The question is whether it will last. E&Ps in the most economic cores are likely licking their lips over current oil prices, though commodities are struggling to reach half of what they were two years ago. EIA studied 39 public U.S. crude producers operating in onshore fields. Collectively, the companies produce 30% of U.S. Lower 48 volumes.

As crude oil prices averaged about $45 per barrel (bbl) in the second quarter—a 34% increase from first-quarter 2016—E&Ps’ cash flow could improve and help offset declining revenue from lower production, EIA said.

On the eve of second-quarter 2016 earnings reports, analysts are looking at cash flow, efficiency and production. Some see more subdued production results compared to the first quarter.

David Tameron, senior analyst at Wells Fargo Securities LLC, said E&Ps will likely have muted to slight production beats in the quarter compared to big production beats in the first quarter.

“…Overall production will be more in line with guidance from reduced activity levels despite a much improved commodity environment,” he said.

Despite a solid first quarter, 2016 production was the first year-over-year decline in crude oil and other liquids production for many companies in the past five years. Falling production would likely reduce revenue and cash flow absent an increase in crude oil prices.

Other specters haunted producers, including how they will respond to increases in price and whether they can hold onto cost reductions created through efficiencies and price cuts by service companies.

“We expect to hear that service costs were down again during the second quarter, although management conversations indicated we are reaching a bottom,” Tameron said.

E&P investors are skeptical that E&Ps can maintain the 50%-75% of cost reductions that they claim are attributable to efficiency gains in 2016, said Thomas R. Driscoll, an analyst at Barclays.

“We believe continued efficiency gains next year—fewer casing strings, the substitution of slickwater for gel fracks, better water-handling costs and more—will match or exceed service cost increases,” Driscoll said.
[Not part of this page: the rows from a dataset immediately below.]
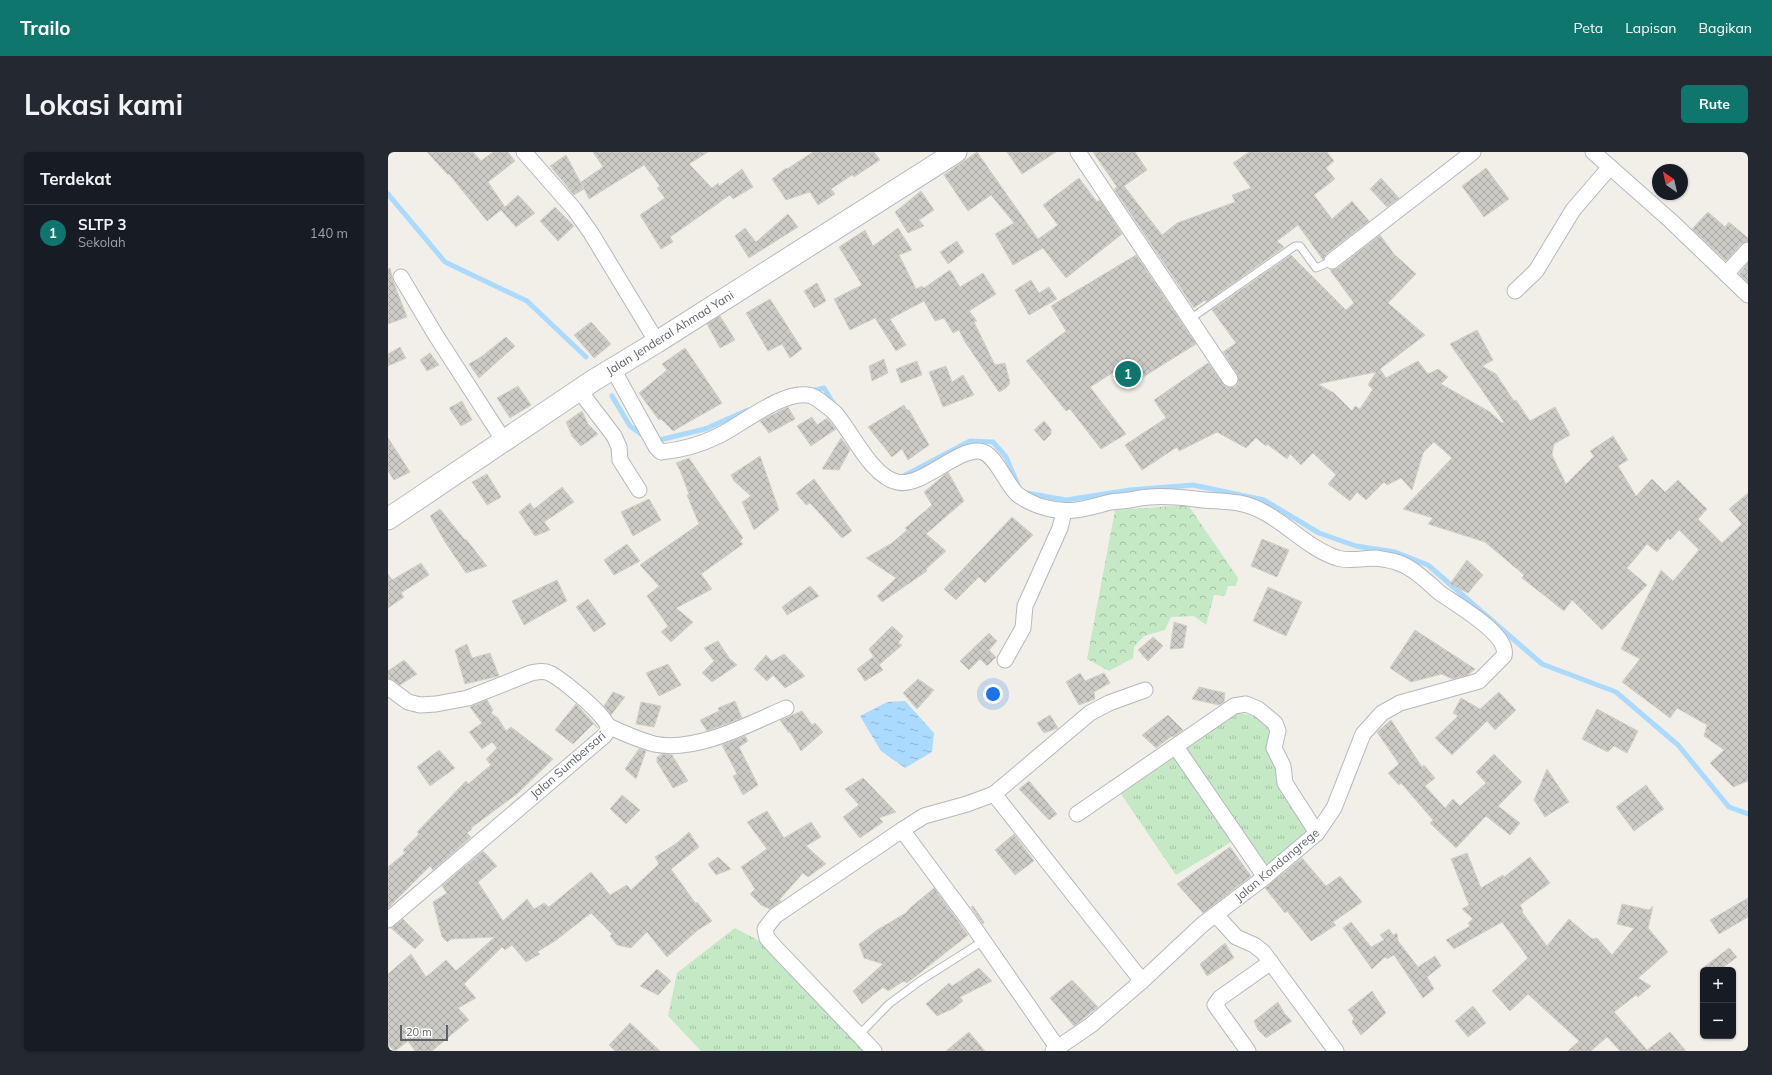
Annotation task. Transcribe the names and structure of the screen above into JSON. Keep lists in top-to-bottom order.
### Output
{
  "streets": {
    "main road": ["Jalan Jenderal Ahmad Yani"],
    "street": ["Jalan Sumbersari", "Jalan Kondangrege"]
  },
  "scale_bar": "20 m",
  "north": "top left",
  "page": {
    "header": "Trailo",
    "nav": ["Peta", "Lapisan", "Bagikan"],
    "buttons": "Rute",
    "title": "Lokasi kami",
    "heading": "Terdekat",
    "list": [
      {
        "mark": "1",
        "name": "SLTP 3",
        "note": "Sekolah",
        "value": "140 m"
      }
    ],
    "pins": "1",
    "map_buttons": ["+", "−"],
    "scale": "20 m"
  }
}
While management teams will continue to talk about capital discipline, Tameron said some companies could privately be preparing to ramp up production.

“Expect Street focus to continue to be on 2017 capex and potential ramp scenarios … along with well results in Stack/Scoop and Delaware,” he said.

Wells Fargo projects that E&P cash flow and capex will align in second-half 2016. In 2017, cash flow will rise 42%, compared with 27% of capex. That equates to an outspend of 7%, “which is well below historical levels; and therefore there is room for our 2017 capex figures to be biased upward,” Tameron said.

While spending in past years was so capital intensive that it required external financing, balance sheets are healthier now, and budgets could begin to climb.

Driscoll said E&P companies generally spend cash flow, and he’s not convinced producers are willing to sit idle.

“The industry delivered strong production and operating costs in the first quarter without increasing spending,” Driscoll said. “We believe E&P companies may walk a fine line when addressing capital spending on second-quarter calls—but companies are staffed and eager to raise spending.”

However, he noted that many companies provide pro-forma growth forecasts or “core asset” growth figures that muddy the true underlying economics of the business.

“We estimate that the industry [based on current cost structures] needs about $55-$60 oil to deliver zero growth within cash flow and about $65 oil [WTI] to deliver corporate returns on new spending that approximate a high single(digit cost of capital,” he said.

Barclays’ price assumptions are $58/bbl in 2017 and $70 in 2018.

As for the itch to drill, a sharp reduction in drilled but uncompleted (DUC) wells could bring on as much as 135,000 barrels of oil per day (Mbbl/d) by mid-to-late 2017.